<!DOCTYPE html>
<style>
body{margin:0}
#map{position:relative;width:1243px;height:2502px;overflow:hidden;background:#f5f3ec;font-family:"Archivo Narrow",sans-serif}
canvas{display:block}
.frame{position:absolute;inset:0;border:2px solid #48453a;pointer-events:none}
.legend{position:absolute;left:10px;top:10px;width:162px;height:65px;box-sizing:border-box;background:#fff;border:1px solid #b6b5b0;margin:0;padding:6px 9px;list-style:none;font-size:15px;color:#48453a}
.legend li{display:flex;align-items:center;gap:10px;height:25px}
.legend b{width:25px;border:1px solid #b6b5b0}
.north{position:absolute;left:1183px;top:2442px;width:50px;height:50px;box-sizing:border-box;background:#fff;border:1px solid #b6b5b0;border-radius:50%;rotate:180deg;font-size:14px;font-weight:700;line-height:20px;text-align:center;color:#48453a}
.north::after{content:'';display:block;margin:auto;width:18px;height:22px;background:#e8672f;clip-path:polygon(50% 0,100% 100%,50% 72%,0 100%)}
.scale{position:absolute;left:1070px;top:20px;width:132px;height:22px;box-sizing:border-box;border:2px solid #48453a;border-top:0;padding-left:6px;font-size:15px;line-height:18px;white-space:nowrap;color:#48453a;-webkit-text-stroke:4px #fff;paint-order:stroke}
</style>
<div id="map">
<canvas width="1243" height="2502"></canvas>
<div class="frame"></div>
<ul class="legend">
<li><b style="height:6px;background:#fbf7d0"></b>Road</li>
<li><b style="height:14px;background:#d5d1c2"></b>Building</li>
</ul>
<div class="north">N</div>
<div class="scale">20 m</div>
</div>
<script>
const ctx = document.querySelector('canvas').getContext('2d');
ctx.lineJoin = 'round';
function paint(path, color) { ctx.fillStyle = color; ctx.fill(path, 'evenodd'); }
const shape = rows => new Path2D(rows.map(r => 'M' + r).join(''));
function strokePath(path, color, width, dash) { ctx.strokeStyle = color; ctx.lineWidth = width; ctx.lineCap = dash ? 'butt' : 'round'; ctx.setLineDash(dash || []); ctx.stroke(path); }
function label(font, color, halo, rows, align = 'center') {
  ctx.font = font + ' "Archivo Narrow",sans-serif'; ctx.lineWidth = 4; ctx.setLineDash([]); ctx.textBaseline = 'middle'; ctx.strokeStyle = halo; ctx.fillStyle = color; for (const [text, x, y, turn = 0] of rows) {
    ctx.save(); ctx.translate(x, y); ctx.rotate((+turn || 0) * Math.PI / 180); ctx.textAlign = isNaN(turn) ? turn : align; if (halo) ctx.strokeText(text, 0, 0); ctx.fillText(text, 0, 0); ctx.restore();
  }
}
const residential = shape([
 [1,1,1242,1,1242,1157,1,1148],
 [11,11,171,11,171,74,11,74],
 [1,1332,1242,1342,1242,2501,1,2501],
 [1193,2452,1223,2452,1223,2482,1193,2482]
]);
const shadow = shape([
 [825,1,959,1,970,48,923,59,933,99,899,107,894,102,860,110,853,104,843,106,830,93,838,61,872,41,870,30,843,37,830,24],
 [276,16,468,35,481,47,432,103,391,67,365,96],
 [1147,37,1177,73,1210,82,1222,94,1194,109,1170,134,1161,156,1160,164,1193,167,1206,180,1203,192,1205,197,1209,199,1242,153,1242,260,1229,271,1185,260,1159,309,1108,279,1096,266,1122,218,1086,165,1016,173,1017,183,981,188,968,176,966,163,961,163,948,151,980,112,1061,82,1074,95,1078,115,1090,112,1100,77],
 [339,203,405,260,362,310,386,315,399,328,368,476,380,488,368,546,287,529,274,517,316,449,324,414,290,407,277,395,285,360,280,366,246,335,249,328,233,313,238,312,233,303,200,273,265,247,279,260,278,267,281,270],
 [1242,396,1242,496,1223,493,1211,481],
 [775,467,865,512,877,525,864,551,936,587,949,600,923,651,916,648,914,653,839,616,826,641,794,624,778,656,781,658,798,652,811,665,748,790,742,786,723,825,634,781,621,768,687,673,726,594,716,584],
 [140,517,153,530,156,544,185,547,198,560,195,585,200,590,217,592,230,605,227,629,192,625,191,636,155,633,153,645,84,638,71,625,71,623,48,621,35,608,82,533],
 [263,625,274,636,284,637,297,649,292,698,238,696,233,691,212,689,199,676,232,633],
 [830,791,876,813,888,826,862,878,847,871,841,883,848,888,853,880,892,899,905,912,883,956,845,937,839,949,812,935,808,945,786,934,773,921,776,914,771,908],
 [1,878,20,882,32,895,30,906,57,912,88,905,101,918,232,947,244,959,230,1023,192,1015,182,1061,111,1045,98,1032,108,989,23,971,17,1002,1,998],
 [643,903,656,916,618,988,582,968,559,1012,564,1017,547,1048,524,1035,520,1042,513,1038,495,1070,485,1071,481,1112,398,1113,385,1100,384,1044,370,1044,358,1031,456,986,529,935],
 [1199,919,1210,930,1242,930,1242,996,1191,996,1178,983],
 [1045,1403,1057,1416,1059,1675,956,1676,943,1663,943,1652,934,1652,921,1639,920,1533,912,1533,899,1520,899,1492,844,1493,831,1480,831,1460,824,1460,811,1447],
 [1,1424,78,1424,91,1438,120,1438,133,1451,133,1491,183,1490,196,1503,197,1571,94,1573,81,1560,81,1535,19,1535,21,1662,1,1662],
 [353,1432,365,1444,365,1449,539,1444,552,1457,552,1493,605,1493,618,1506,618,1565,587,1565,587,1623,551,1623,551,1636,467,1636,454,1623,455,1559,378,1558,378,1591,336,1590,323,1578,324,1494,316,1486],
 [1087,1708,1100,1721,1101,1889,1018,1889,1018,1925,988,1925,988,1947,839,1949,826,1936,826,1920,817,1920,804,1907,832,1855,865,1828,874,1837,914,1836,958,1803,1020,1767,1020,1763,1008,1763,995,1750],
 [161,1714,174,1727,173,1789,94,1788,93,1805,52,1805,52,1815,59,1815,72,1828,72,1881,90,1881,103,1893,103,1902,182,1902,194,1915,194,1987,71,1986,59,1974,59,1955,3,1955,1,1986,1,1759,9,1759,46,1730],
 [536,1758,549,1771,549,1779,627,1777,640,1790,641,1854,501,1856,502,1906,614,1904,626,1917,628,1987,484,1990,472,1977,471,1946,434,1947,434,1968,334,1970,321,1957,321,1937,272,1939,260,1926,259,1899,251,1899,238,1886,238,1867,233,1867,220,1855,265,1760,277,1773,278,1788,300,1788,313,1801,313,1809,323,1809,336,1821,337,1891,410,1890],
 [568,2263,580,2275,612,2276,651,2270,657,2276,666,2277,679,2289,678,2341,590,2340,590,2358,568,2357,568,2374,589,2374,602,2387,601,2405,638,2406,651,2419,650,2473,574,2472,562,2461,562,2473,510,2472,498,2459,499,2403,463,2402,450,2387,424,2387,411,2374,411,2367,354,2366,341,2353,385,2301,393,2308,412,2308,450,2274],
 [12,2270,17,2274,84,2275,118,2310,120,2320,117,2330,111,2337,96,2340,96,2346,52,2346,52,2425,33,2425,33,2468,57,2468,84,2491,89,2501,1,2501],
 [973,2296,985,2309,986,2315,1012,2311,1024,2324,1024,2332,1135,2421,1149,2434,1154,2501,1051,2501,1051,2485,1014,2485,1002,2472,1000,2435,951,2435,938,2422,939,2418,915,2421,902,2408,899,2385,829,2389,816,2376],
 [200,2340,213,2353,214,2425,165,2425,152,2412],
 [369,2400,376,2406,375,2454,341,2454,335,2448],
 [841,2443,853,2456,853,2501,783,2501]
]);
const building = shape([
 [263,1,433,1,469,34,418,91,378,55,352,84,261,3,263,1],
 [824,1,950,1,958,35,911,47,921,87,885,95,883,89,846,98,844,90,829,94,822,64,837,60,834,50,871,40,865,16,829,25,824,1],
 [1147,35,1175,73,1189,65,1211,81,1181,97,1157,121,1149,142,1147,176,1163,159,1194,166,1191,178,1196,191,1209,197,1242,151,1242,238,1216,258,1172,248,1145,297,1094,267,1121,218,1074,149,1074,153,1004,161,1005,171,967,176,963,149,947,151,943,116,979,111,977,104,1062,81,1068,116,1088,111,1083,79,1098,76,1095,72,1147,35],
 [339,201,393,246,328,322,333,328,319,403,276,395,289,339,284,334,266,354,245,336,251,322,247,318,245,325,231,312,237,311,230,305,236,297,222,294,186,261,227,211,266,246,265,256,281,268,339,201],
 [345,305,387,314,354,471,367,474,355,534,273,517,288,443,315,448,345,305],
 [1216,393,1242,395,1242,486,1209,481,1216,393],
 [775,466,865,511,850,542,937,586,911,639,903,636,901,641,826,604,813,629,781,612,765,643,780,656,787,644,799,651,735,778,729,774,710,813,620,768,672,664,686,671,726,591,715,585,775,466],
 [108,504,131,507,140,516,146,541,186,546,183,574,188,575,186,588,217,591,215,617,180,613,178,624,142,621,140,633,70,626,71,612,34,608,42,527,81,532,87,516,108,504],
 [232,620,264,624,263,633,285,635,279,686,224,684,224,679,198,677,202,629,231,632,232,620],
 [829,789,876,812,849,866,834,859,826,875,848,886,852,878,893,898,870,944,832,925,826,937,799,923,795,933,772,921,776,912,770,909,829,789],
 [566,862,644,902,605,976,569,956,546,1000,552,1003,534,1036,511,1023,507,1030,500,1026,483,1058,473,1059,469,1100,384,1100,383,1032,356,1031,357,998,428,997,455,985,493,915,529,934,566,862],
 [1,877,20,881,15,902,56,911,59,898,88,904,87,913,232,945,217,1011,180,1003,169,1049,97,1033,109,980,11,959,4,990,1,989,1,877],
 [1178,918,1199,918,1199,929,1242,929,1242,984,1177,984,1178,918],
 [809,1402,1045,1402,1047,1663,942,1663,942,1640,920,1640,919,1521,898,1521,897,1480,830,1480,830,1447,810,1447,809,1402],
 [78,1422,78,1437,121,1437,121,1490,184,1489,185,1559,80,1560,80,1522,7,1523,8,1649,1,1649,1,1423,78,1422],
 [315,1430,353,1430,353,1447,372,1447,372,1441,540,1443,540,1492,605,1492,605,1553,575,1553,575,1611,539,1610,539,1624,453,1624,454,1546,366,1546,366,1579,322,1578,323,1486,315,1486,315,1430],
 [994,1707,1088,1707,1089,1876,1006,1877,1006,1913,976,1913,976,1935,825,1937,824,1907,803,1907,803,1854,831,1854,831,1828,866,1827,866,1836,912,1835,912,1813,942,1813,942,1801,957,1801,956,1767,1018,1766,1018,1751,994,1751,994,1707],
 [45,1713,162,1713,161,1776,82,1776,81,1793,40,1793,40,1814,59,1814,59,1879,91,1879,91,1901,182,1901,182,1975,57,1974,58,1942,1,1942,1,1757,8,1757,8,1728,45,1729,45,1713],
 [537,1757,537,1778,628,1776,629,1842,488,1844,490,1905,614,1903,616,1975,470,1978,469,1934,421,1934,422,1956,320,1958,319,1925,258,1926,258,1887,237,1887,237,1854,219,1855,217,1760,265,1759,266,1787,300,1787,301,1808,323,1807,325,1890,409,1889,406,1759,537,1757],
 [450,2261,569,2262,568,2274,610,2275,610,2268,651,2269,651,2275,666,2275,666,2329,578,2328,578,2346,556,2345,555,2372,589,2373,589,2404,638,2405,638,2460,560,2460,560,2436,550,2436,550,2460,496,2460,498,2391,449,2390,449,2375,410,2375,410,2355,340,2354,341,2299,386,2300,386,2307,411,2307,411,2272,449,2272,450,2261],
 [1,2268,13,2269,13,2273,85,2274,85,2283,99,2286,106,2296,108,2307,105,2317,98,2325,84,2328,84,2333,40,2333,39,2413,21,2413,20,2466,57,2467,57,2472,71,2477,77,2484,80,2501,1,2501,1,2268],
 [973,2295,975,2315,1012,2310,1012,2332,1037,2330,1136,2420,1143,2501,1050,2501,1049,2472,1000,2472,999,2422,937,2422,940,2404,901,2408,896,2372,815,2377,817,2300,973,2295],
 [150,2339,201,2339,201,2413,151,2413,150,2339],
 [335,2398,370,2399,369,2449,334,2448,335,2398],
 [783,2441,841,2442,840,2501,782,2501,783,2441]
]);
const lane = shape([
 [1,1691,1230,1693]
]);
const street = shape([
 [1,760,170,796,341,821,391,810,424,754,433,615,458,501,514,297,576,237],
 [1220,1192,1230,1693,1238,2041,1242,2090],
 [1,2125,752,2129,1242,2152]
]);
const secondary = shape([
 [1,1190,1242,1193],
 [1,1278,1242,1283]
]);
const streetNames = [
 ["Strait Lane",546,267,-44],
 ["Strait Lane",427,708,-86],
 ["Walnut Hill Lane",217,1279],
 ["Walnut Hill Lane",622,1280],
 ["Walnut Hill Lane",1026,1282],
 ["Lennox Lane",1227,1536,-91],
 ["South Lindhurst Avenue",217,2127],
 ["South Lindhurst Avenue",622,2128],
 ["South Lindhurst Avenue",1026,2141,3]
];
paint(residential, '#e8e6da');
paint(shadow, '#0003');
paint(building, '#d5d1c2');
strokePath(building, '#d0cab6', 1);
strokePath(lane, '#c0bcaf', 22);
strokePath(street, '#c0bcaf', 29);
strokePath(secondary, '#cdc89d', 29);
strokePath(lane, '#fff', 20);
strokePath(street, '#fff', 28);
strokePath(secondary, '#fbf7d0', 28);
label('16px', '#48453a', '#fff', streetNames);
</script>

▶ **To do**: Show every line from the entries that includes the word "halo".

▶ **Task result**:
function label(font, color, halo, rows, align = 'center') {
  ctx.font = font + ' "Archivo Narrow",sans-serif'; ctx.lineWidth = 4; ctx.setLineDash([]); ctx.textBaseline = 'middle'; ctx.strokeStyle = halo; ctx.fillStyle = color; for (const [text, x, y, turn = 0] of rows) {
    ctx.save(); ctx.translate(x, y); ctx.rotate((+turn || 0) * Math.PI / 180); ctx.textAlign = isNaN(turn) ? turn : align; if (halo) ctx.strokeText(text, 0, 0); ctx.fillText(text, 0, 0); ctx.restore();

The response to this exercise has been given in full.